Earlier today, my friends, Tamia and Paula, came and cleaned my house from top to bottom AND took my piles of laundry home with them. When I got home from the IV and saw what they had done I was mortified, but now I am just filled with gratitude at their kindness. Filled to the brim that they would march right into my home and see what needed done and then do it. I want to be that kind of woman. My mirrors have never sparkled so much. Those two are so full of awesome I can’t even begin to describe it.

Annesley has been throwing up for days, then tonight Fisher started. Then at 9:30, Keziah walked in from ballet and threw up as well. Oh, my goodness! Can all this throwing up stop! Or at least not make it to me? So house cleaning and laundry is a huge gift because I don’t think Keziah is going to be up to it tomorrow and while I am getting stronger after the craziness of last week, I am certainly not up to snuff yet.

I don’t know how or why so many things keep going so abysmally wrong, but I am grateful for all the miracles of my life. All the tender mercies. All the protecting angels. All the cleaning, cooking, and catching hands that continue to bless me.

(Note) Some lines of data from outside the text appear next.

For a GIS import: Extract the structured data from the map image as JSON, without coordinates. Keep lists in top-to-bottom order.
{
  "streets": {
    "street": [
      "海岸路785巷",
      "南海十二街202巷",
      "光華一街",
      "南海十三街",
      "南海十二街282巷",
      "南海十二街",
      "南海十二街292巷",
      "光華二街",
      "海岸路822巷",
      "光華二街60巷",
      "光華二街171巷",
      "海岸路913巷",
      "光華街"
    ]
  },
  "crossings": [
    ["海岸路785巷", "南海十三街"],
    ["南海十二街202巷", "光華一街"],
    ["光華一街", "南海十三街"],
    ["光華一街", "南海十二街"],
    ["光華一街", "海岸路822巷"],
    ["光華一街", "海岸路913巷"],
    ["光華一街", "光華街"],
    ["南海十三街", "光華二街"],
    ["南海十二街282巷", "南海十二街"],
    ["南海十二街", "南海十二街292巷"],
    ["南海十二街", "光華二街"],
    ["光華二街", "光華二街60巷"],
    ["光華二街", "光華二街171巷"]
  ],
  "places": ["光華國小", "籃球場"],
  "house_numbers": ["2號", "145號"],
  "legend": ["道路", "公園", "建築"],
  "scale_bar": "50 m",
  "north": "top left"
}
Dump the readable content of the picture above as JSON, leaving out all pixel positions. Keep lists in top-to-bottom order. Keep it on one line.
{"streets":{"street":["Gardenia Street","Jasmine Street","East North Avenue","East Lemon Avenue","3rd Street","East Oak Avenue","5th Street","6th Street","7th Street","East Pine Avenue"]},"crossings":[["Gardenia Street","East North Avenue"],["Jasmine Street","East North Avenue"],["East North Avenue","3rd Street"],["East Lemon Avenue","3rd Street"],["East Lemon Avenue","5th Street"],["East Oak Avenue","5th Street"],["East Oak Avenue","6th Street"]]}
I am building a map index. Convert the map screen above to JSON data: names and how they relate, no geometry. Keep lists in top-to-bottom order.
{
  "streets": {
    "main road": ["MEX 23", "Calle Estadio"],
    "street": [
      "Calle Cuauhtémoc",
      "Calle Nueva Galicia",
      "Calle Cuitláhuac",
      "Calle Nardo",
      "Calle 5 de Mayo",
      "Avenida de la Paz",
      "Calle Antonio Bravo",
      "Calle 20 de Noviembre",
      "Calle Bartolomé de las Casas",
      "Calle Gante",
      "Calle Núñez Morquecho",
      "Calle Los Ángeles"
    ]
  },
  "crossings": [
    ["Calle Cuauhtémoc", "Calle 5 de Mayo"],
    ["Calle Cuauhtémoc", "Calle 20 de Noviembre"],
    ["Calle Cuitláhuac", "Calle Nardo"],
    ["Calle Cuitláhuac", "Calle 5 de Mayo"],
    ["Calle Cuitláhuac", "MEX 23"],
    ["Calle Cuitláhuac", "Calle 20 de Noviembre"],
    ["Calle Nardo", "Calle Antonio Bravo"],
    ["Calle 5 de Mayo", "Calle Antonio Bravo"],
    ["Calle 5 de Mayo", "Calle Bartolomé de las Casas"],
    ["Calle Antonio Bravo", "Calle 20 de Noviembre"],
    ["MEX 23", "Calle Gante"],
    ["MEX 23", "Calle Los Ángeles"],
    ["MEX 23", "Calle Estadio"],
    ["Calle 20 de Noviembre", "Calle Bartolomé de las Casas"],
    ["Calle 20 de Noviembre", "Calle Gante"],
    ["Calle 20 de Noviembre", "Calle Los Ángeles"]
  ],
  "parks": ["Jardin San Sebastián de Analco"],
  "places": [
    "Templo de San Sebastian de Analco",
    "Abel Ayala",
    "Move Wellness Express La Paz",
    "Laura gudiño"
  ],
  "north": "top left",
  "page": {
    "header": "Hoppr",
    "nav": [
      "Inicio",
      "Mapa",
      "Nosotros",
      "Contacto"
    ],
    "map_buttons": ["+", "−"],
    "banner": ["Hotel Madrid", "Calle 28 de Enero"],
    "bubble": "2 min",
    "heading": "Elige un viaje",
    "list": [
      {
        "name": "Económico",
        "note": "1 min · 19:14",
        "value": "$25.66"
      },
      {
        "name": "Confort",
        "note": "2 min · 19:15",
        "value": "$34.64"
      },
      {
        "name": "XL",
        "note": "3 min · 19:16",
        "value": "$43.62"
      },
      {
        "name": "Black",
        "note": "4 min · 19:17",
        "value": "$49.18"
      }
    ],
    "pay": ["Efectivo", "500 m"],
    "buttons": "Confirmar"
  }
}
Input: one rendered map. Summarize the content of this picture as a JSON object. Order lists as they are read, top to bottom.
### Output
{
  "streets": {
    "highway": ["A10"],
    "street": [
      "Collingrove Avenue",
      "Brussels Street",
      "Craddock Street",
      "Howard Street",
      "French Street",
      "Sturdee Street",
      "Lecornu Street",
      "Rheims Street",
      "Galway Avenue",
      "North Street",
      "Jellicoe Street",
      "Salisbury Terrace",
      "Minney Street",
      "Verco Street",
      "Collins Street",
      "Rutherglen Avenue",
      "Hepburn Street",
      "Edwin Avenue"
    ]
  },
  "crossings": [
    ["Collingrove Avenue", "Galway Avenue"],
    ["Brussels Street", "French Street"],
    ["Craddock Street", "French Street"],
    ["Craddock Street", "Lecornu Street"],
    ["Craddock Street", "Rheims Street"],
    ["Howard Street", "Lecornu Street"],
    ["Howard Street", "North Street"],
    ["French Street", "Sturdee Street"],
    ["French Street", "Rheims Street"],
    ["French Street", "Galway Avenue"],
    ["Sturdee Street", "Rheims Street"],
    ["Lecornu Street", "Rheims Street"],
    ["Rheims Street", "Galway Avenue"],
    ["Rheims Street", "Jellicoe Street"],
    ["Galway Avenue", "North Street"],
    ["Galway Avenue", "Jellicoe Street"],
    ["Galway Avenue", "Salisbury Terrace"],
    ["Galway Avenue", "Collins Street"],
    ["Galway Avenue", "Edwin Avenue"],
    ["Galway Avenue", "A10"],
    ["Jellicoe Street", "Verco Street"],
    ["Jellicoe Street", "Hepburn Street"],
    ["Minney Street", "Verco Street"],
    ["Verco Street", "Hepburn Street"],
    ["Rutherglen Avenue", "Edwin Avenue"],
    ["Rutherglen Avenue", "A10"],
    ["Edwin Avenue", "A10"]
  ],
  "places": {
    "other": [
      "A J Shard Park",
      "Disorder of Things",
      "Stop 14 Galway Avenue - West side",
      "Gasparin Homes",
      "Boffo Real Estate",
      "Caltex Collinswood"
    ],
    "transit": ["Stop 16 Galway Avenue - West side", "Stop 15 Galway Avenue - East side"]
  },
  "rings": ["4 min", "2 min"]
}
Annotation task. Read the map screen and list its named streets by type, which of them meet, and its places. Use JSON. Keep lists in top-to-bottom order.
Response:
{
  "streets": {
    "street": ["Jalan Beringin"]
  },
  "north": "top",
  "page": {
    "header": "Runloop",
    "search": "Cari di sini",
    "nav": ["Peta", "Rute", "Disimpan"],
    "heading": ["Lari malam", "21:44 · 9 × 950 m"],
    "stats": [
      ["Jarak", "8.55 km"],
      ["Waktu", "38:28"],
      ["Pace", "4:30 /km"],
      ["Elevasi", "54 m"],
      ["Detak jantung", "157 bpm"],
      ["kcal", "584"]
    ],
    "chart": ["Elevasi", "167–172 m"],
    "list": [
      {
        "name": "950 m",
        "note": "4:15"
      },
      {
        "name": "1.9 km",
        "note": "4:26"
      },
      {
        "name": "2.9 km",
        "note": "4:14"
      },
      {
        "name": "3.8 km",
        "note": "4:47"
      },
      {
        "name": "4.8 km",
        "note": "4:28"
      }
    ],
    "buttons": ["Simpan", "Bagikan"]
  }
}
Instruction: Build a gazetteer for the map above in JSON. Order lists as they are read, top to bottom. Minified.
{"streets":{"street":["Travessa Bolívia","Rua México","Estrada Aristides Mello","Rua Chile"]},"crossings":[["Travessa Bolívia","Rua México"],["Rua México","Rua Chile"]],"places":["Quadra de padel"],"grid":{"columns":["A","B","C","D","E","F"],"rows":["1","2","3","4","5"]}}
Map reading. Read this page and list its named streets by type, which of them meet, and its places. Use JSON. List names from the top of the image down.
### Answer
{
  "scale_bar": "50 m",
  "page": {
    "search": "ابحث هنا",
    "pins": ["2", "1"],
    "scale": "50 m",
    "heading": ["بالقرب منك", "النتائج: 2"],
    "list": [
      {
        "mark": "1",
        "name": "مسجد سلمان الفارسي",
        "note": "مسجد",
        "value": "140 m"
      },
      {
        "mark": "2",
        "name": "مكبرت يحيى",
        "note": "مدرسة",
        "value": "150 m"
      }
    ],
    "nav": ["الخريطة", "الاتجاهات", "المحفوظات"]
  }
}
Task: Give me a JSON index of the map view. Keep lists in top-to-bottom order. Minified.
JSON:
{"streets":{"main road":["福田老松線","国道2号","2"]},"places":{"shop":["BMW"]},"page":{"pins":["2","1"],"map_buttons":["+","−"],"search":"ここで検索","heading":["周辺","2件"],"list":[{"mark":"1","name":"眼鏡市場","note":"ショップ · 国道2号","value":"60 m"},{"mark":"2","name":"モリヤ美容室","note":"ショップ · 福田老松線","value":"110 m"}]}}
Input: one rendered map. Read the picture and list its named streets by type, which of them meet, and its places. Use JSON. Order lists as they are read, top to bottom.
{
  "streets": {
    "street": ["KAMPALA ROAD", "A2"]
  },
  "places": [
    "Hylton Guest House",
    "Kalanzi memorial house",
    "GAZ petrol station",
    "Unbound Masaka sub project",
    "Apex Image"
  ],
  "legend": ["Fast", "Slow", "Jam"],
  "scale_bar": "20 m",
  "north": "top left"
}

Thank you God, thank you angels – both in heaven and on earth. You are amazing.

Going to go and try to massage my husband’s back. He is getting a bit sore now and his back has a big, red, angry area above his left hip. Giving him a massage is the least I can do…and thanks to today’s IV I think I can.

p.s. Thanks Jen for the quote at the top. I needed to hear it tonight and after you shared it with me I decided I needed to write about the events of this day. My brain processes things best as I write about them…and I needed the therapy pretty badly tonight.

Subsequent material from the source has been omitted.